A comparative image of the result can be found here:
If I increase the number of calls both curves converge. But I was wondering: why does the intrinsic random number generator generate this smoothness? Is it still generally advised to use it or are there are other more advised RNG? I suppose the continuous result is a result of the "less" randomness of the intrinsic number generator.
(I left out the source code as I don't think that there is a lot of input from it. If somebody cares I can hand it in later.)
There are NO guarantees about the quality of the pseudo random generator in standard Fortran. If you care about some particular quality of implementation for cryptography or science sensitive to random numbers (Monte-Carlo), you should use some library which you have control about.
You can study the manual of your compiler to find out what it says about the random number generator, but every compiler can implement a completely different algorithm to generate random numbers.
Numerical Recipes is actually not well received by some people in the numerical mathematics community http://www.uwyo.edu/buerkle/misc/wnotnr.html
This site is not for software recommendation, but this article (link given by roygvib in a comment): https://arxiv.org/abs/1005.4117 is a good review with examples of bad and good algorithms, methods how to test them, how to generate arbitrary number distributions and examples of calls of two example libraries in C (one of them can be called from Fortran as well).

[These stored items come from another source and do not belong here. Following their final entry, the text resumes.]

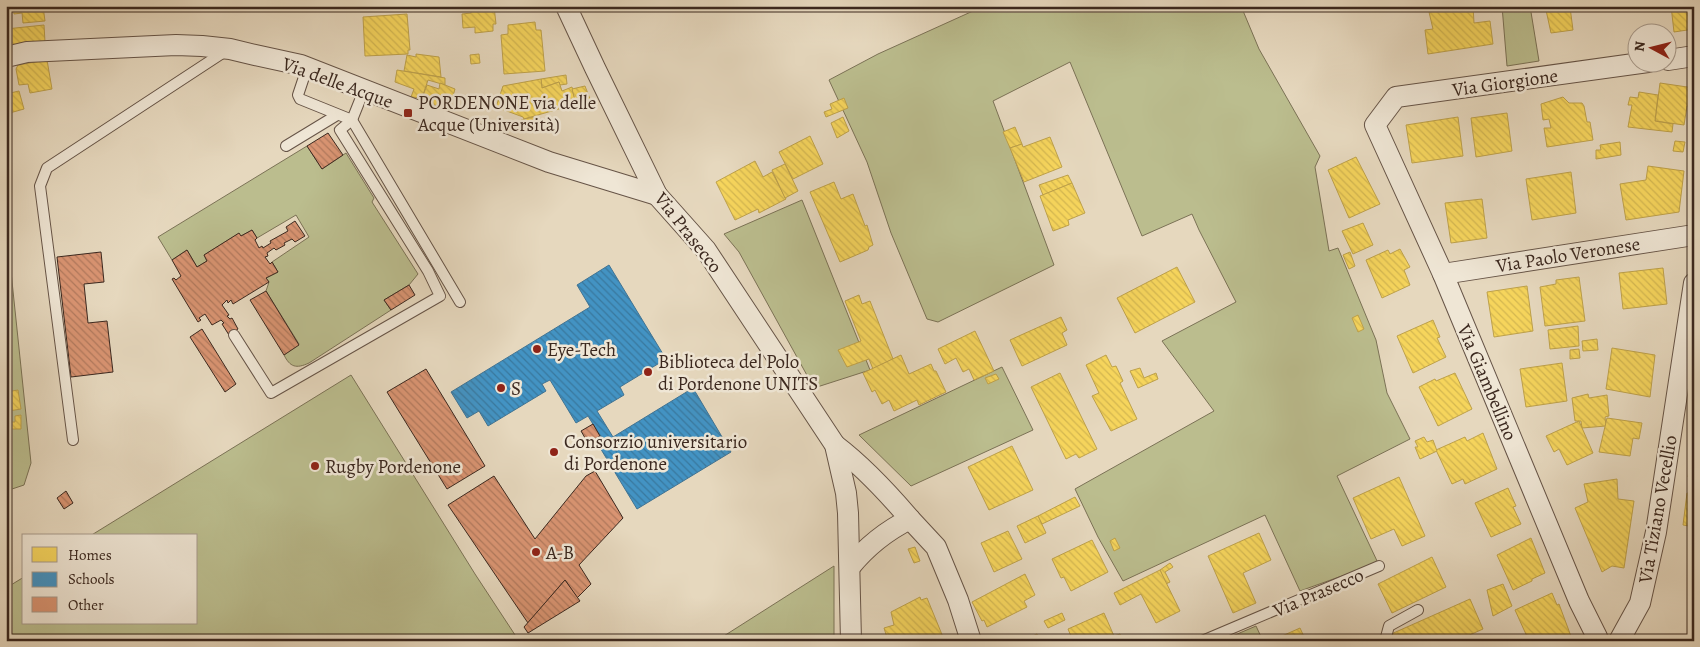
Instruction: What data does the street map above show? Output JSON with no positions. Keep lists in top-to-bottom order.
{
  "streets": {
    "street": [
      "Via delle Acque",
      "Via Giorgione",
      "Via Prasecco",
      "Via Paolo Veronese",
      "Via Giambellino",
      "Via Tiziano Vecellio"
    ]
  },
  "crossings": [
    ["Via delle Acque", "Via Prasecco"],
    ["Via Giorgione", "Via Giambellino"],
    ["Via Paolo Veronese", "Via Giambellino"]
  ],
  "places": {
    "transit": ["PORDENONE via delle Acque (Università)"],
    "other": [
      "Eye-Tech",
      "Biblioteca del Polo di Pordenone UNITS",
      "S",
      "Consorzio universitario di Pordenone",
      "Rugby Pordenone",
      "A-B"
    ]
  },
  "legend": ["Homes", "Schools", "Other"],
  "north": "left"
}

Personally I use this https://bitbucket.org/LadaF/elmm/src/master/src/rng_par_zig.f90 parallel PRNG, but I didn't test the quality, I personally just need speed. But this is not a software recommendation site.

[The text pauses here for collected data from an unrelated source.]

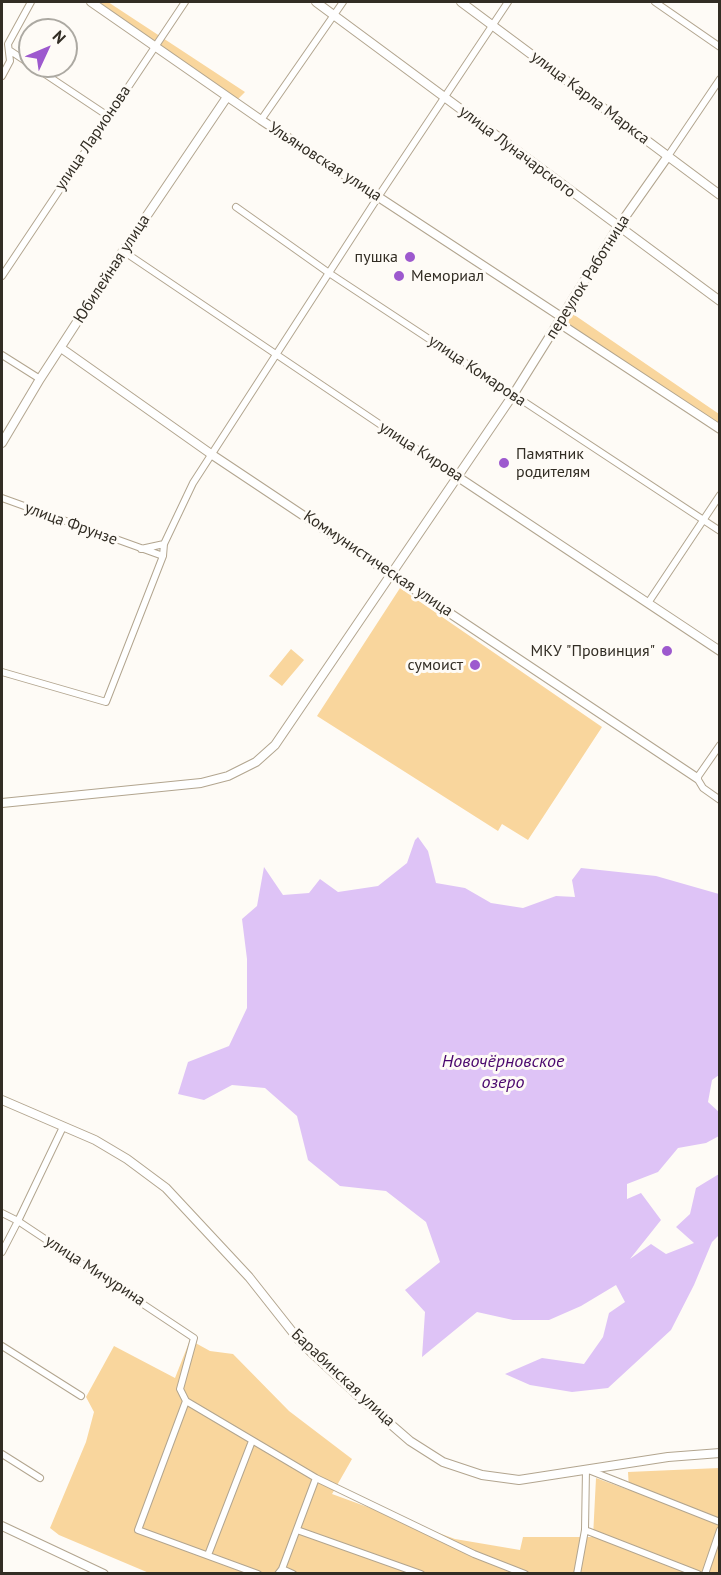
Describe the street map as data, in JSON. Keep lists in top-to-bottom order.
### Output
{
  "streets": {
    "street": [
      "улица Карла Маркса",
      "улица Ларионова",
      "улица Луначарского",
      "Ульяновская улица",
      "Юбилейная улица",
      "переулок Работница",
      "улица Комарова",
      "улица Кирова",
      "улица Фрунзе",
      "Коммунистическая улица",
      "улица Мичурина",
      "Барабинская улица"
    ]
  },
  "crossings": [
    ["улица Карла Маркса", "переулок Работница"],
    ["улица Ларионова", "Ульяновская улица"],
    ["улица Луначарского", "переулок Работница"],
    ["Ульяновская улица", "Юбилейная улица"],
    ["Ульяновская улица", "переулок Работница"],
    ["Юбилейная улица", "улица Кирова"],
    ["Юбилейная улица", "Коммунистическая улица"],
    ["переулок Работница", "улица Комарова"],
    ["переулок Работница", "улица Кирова"],
    ["переулок Работница", "Коммунистическая улица"]
  ],
  "water": ["Новочёрновское озеро"],
  "places": [
    "пушка",
    "Мемориал",
    "Памятник родителям",
    "МКУ \"Провинция\"",
    "сумоист"
  ],
  "north": "top right"
}
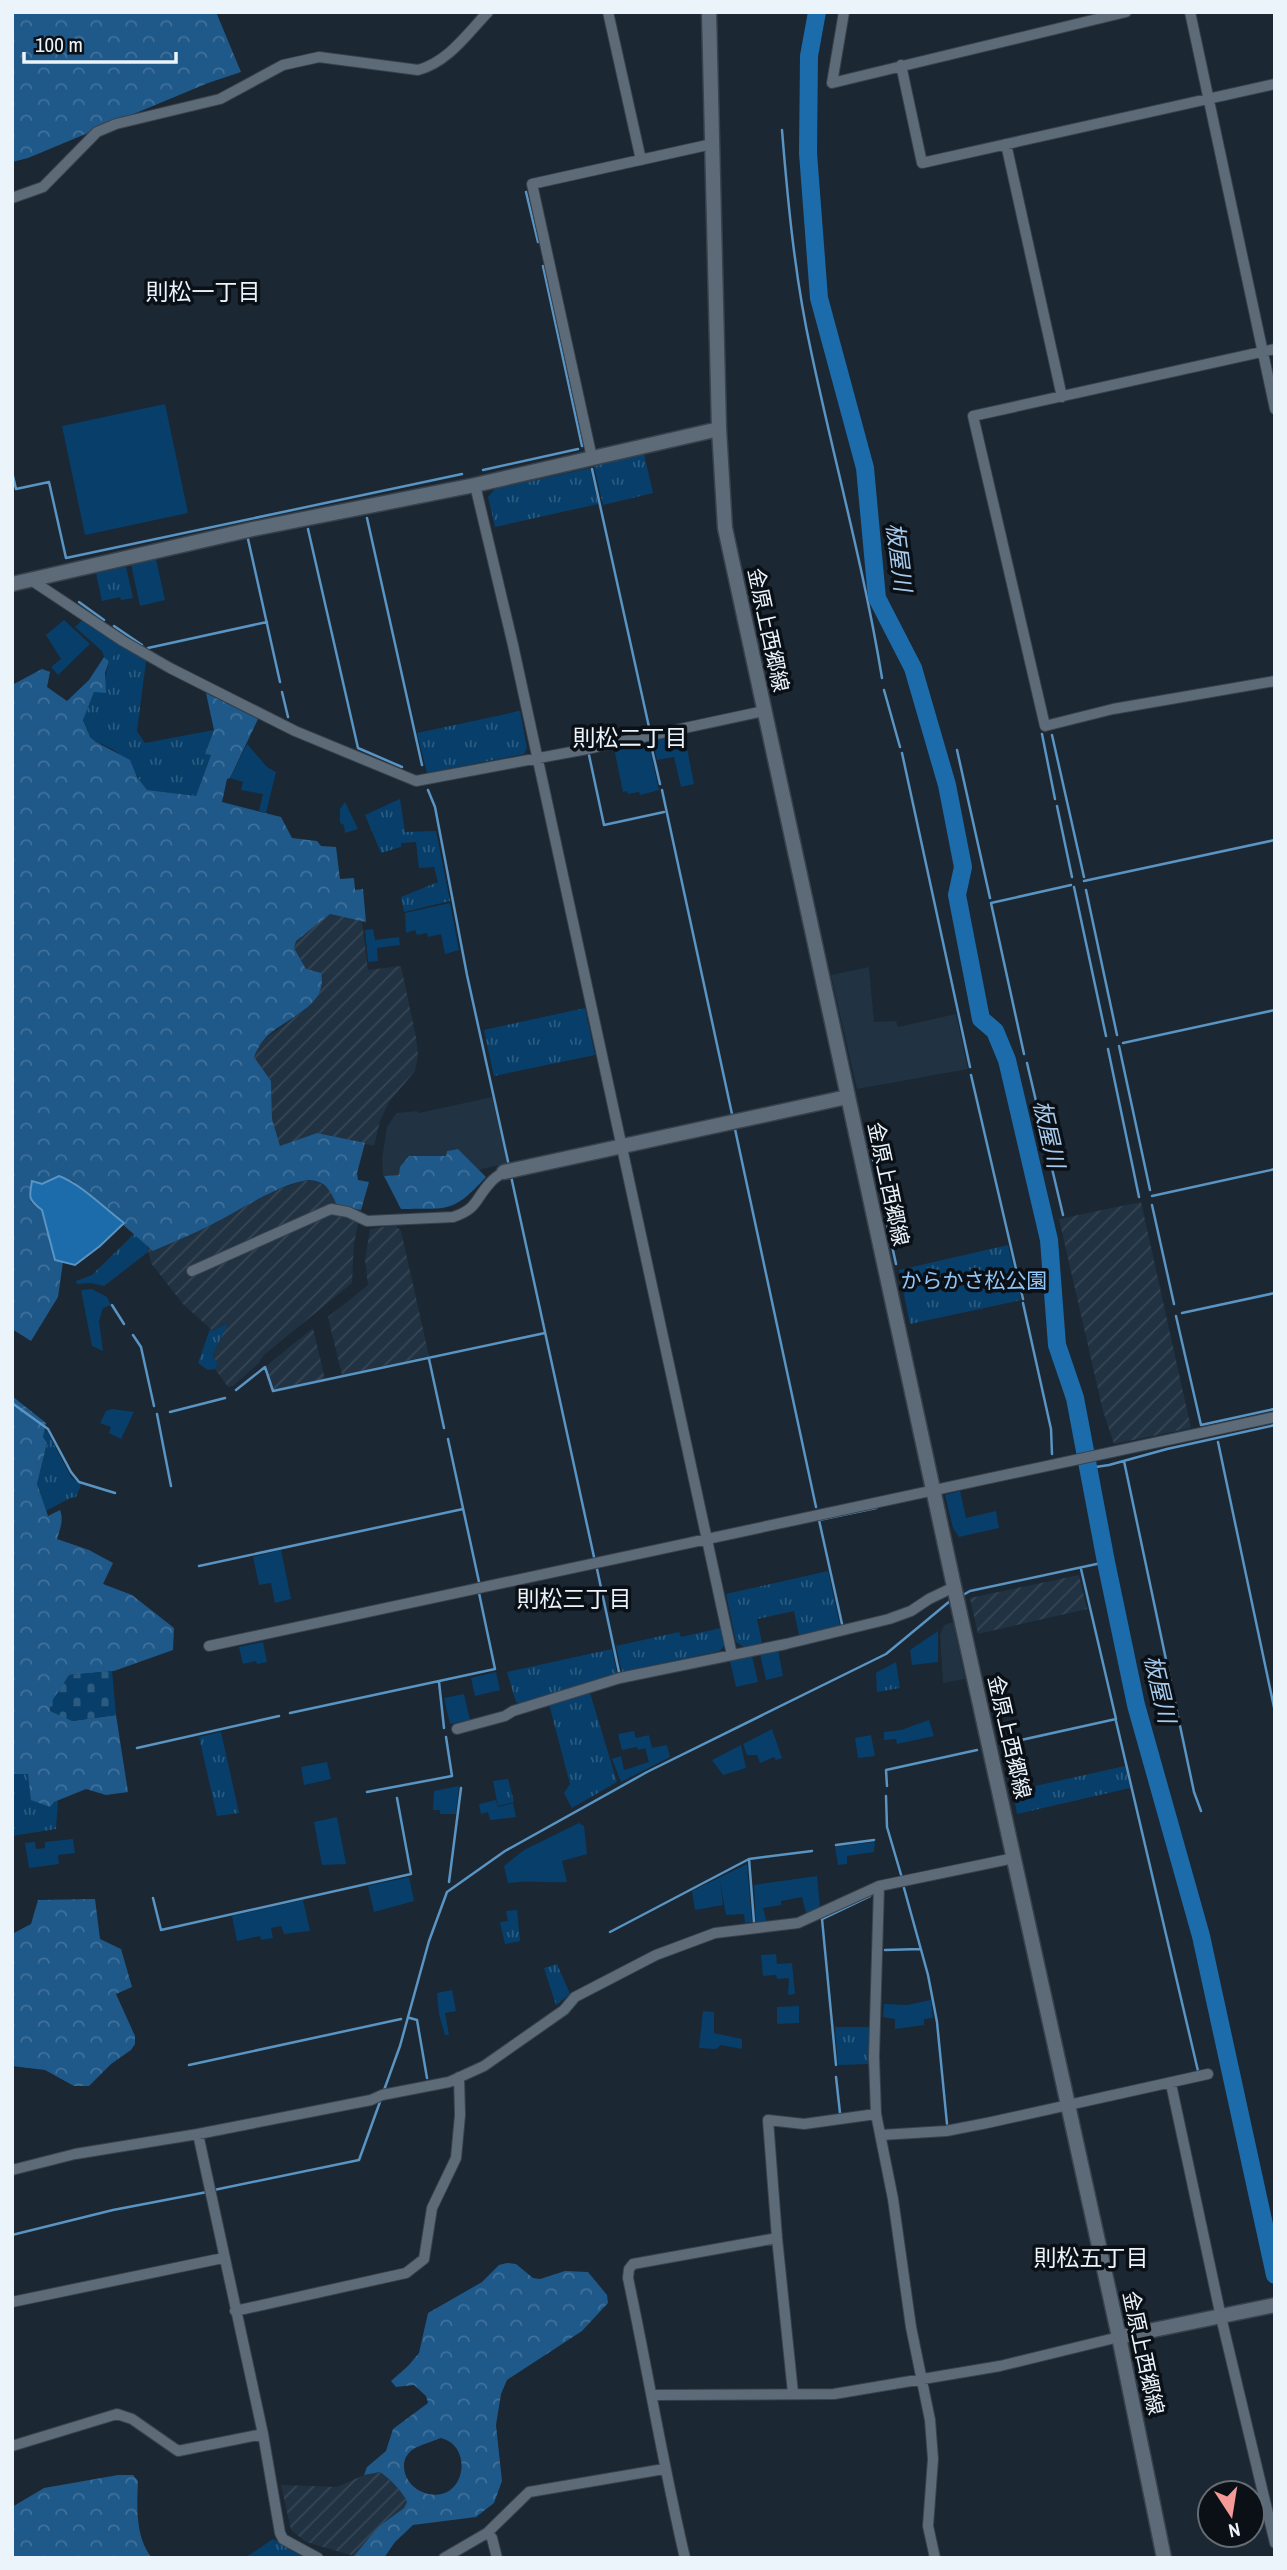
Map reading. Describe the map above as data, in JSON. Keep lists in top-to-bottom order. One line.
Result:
{"streets":{"main road":["金原上西郷線"]},"districts":["則松一丁目","則松二丁目","則松三丁目","則松五丁目"],"water":["板屋川"],"parks":["からかさ松公園"],"scale_bar":"100 m","north":"bottom"}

The particular random number generator used depends on the compiler. Perhaps documented, perhaps not. Perhaps subject to change. For high quality work, I would use library / source code from elsewhere. A webpage with Fortran implementations of the Mersenne Twister: http://www.math.sci.hiroshima-u.ac.jp/~m-mat/MT/VERSIONS/FORTRAN/fortran.html. I have used http://theo.phys.sci.hiroshima-u.ac.jp/~ishikawa/PRNG/mt_stream_en.html and verified against the original implementation. This version is useful for multi-threaded programs.
I agree with Vladamir F. But...
To help you in your quest for better random numbers, consider the fairly recent addition to C++, C++11 Pseudo Random Number Generators. Mersenne twister and lots of others are there. It's a pretty well-thought out system. I see two ways you could test those sequences:
make a system call from Fortran to a little C++ utility that generates a bunch of them for you or
bind the random number generators to Fortran through ISO_C_BINDING.
I prefer the second and because the bindings are a little tricky, I have prepared an example. The files are:
cxx11_rand.h and cxx11_rand.cpp which define calls to the random number generator
c_rand.cpp which calls the C++ functions in C functions
f_rand_M.f90 which binds the C functions to Fortran
f_main.f90 which uses the module functions to generate 10 random numbers in [0,1).
cxx11_rand.h
#ifndef CXX11_RAND_H
#define CXX11_RAND_H
void cxx11_init();
double cxx11_rand();
#endif
cxx11_rand.cpp
#include <algorithm>
#include <cstdio>
#include <memory>
#include <random>
#include <set>
#include <vector>
#include <chrono>
#include <thread>
#include <iostream>
#include "cxx11_rand.h"
static std::unique_ptr<std::uniform_real_distribution<>> dist;
static std::unique_ptr<std::mt19937_64> eng;
void cxx11_init(){
eng = std::unique_ptr<std::mt19937_64>( new std::mt19937_64(std::random_device{}()) );
dist = std::unique_ptr< std::uniform_real_distribution<> >( new std::uniform_real_distribution<>(0.0,1.0) );
}
double cxx11_rand(){
return (*dist)( *eng );
}
c_rand.cpp
#include "cxx11_rand.h"
#ifdef __cplusplus
extern "C" {
#endif
void c_init(){
cxx11_init();
}
double c_rand(){
return cxx11_rand();
}
#ifdef __cplusplus
}
#endif
f_rand_M.f90
module f_rand_M
implicit none
!define fortran interface bindings to C functions
interface
subroutine fi_init() bind(C, name="c_init")
end subroutine
real(C_DOUBLE) function fi_rand() bind(C, name="c_rand")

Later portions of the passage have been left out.